Is this a rant about Betjeman? No, actually. It is just an illustration of an issue I fell to thinking about having switched off the radio.

My substantive meditation (if there is such a thing) was around the extent to which we are conditioned to think of "learning" as a static state which can be assessed by "snapshot" methods such as examinations. In email exchanges with several correspondents (thanks, Renee) I have come to suspect that this may be inadequate--and indeed that it is not "merely" academically inadequate, but that it seriously constrains educational policy and practice... Exciting stuff! I'll write an article about it!

But--leaving aside the fact that fewer people will probably read the article than will read this blog--how long will it take me to produce an academically acceptable piece which will pass peer review, by including a literature review testing the proposition that the conventional wisdom of educational theory treats "learning" as a static achieved state..? It's the kind of task you assign to a Ph.D student, so assuming you are a nice supervisor who is going to grant him or her a few months to add their original gloss for a thesis---30 months? Forget it.

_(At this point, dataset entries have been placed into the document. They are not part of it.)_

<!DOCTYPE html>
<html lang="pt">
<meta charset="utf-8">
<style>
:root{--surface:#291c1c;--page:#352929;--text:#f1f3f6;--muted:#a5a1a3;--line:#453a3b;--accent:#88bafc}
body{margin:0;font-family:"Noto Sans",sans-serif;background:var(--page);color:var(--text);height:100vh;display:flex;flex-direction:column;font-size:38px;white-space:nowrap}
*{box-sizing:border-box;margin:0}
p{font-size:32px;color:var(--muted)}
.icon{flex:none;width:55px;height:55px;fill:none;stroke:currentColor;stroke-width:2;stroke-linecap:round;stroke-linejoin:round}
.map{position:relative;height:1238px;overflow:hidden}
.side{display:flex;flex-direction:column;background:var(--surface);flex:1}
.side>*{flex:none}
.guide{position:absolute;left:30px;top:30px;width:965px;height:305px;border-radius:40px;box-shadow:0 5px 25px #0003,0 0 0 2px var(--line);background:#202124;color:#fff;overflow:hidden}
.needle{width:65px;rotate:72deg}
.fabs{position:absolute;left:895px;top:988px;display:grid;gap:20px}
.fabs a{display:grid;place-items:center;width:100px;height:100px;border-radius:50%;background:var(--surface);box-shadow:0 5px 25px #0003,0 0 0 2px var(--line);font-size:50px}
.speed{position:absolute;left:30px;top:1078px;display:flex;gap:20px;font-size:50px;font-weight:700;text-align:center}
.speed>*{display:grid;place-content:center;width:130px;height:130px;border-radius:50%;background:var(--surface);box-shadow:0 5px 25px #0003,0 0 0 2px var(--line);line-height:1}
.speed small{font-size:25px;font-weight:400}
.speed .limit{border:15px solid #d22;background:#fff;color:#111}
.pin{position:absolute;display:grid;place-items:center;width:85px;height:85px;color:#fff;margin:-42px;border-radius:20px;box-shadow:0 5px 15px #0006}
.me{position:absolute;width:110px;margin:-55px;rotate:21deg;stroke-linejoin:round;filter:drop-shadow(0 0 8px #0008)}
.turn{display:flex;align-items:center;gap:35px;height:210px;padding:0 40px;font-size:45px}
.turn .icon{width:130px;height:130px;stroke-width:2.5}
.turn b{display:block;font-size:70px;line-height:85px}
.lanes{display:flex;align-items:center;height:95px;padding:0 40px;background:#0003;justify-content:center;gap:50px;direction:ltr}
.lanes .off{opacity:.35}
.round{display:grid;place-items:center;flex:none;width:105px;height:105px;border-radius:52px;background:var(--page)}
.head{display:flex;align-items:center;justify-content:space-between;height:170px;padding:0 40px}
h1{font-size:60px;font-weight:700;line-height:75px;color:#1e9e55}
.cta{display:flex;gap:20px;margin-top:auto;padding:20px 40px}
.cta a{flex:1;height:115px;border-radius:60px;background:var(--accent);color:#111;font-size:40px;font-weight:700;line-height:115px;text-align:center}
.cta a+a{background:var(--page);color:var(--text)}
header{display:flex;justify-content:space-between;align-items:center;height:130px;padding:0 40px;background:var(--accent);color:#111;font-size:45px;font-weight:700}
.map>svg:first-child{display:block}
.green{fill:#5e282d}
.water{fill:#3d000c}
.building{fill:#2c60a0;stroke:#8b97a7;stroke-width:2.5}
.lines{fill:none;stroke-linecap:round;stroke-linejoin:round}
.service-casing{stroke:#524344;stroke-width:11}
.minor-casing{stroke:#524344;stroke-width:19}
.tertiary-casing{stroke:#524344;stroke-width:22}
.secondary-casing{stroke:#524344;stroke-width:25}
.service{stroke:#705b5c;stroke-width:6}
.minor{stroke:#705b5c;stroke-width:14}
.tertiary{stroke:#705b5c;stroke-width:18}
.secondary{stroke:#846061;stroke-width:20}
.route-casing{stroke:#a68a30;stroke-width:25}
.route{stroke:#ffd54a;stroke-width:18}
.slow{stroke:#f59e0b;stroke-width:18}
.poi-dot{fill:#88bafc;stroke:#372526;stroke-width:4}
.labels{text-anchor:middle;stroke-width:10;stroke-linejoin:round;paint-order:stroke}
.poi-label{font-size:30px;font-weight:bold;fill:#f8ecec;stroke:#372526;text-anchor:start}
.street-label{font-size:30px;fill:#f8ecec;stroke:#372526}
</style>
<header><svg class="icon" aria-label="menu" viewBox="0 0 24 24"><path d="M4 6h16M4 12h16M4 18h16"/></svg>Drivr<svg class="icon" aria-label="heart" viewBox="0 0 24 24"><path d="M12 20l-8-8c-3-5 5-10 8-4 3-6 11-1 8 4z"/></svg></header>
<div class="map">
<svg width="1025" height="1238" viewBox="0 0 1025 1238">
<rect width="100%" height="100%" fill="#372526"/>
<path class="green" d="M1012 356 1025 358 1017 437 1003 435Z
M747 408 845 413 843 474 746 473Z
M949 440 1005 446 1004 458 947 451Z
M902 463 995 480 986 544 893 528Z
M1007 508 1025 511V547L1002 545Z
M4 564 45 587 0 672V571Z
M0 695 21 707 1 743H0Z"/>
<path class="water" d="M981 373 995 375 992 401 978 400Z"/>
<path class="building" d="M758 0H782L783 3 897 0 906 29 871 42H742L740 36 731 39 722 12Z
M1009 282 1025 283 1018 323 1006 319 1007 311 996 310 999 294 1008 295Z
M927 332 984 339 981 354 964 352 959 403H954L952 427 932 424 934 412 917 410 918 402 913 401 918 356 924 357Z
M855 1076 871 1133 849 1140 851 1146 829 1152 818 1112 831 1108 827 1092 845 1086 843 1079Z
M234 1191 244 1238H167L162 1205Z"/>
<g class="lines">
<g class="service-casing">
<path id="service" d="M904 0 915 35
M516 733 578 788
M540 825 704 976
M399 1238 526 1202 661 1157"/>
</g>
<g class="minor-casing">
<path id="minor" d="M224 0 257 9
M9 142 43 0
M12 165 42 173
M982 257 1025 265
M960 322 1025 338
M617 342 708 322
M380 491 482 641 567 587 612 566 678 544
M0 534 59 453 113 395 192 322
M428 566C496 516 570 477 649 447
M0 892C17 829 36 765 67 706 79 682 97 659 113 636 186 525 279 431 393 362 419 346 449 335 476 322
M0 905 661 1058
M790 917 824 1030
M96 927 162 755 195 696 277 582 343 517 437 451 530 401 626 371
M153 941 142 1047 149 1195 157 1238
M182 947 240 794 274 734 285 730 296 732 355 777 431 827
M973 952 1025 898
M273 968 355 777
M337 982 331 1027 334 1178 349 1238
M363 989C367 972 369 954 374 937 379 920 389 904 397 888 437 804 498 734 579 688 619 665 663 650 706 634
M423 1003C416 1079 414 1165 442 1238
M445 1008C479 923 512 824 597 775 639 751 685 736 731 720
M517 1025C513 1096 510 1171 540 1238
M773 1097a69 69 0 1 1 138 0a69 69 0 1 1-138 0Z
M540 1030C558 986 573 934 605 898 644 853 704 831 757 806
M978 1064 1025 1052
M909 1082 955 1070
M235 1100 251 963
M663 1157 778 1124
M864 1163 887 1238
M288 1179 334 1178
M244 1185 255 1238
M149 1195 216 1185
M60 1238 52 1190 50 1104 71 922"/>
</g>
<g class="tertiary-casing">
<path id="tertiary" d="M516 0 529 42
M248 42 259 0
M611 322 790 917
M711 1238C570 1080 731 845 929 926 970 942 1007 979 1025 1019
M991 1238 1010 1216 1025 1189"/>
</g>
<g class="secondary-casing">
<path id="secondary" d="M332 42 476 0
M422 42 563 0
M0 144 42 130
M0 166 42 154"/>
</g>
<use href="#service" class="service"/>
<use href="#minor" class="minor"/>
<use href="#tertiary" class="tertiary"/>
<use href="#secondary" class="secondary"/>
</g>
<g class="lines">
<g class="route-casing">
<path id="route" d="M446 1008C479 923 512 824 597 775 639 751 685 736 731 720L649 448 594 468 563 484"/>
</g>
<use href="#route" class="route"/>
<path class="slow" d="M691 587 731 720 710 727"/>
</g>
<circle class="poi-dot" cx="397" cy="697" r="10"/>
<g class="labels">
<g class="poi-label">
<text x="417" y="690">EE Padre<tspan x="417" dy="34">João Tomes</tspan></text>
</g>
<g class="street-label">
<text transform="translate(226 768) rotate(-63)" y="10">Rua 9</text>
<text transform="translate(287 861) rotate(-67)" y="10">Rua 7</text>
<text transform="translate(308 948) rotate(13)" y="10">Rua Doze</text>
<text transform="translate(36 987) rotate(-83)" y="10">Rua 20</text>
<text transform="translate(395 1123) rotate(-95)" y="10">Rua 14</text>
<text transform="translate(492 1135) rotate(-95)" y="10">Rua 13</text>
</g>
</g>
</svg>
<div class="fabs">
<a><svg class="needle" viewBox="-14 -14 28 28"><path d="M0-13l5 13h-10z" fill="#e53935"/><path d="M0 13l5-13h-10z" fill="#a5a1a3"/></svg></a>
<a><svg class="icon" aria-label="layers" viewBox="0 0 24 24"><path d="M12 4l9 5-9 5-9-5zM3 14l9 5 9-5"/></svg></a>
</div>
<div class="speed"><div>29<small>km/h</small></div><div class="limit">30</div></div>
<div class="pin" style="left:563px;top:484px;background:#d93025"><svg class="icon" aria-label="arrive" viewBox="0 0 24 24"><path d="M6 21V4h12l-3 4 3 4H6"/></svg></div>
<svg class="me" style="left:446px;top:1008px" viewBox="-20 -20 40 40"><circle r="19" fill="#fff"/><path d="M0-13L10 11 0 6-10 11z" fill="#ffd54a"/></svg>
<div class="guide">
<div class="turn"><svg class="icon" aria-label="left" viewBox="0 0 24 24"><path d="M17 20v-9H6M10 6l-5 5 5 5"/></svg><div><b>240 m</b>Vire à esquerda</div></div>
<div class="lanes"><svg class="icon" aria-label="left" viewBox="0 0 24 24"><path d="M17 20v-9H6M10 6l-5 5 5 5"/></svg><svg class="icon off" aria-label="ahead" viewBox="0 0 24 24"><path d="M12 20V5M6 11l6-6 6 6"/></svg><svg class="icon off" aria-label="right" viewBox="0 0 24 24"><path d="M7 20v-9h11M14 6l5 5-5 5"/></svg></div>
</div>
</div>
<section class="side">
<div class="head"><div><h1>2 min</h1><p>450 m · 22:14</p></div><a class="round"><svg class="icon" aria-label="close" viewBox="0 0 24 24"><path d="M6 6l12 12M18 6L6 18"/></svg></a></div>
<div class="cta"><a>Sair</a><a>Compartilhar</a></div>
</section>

Of course, a journalist could make the same point on the basis of a couple of days on the net and ringing up a few interested parties for quotes.

And a blogger doesn't even have to get past basic editorial control.
  • Did Betjeman write those lines before or after Guernica? I don't know; it may simply be a cheap shot on my part with little basis in fact. Regardless of the historical facts, did B. know about Guernica? Where were his sympathies (if any) in the Spanish Civil War?
But this line of thought raises further questions. What is the premium of ---shall we say, "credibility"--- actually conferred by full academic referencing? Does it actually matter very much?
  • Clearly it does in some subjects, which are more or less clearly cumulative; Newton stands on the shoulders of giants.
  • But in the humanities and the social sciences and professional disciplines, when did you last read a dispassionate literature review (other than from a librarian)? Indeed, when did you last check such a review? There is so much stuff out there that there is no way I could read it all, still less evaluate it. And I certainly do not know whether this literature review or that "truly" represents the literature in a particular area.
Academic practice may need to be scrutinised as a form of restrictive practice. In many cases it serves no particular purpose apart from making it difficult to get published, prolonging the process, and inflating the egos of those of us who edit and referee the journals. (RAE aside).

It certainly has very little to do with increasing anybody's understanding of anything.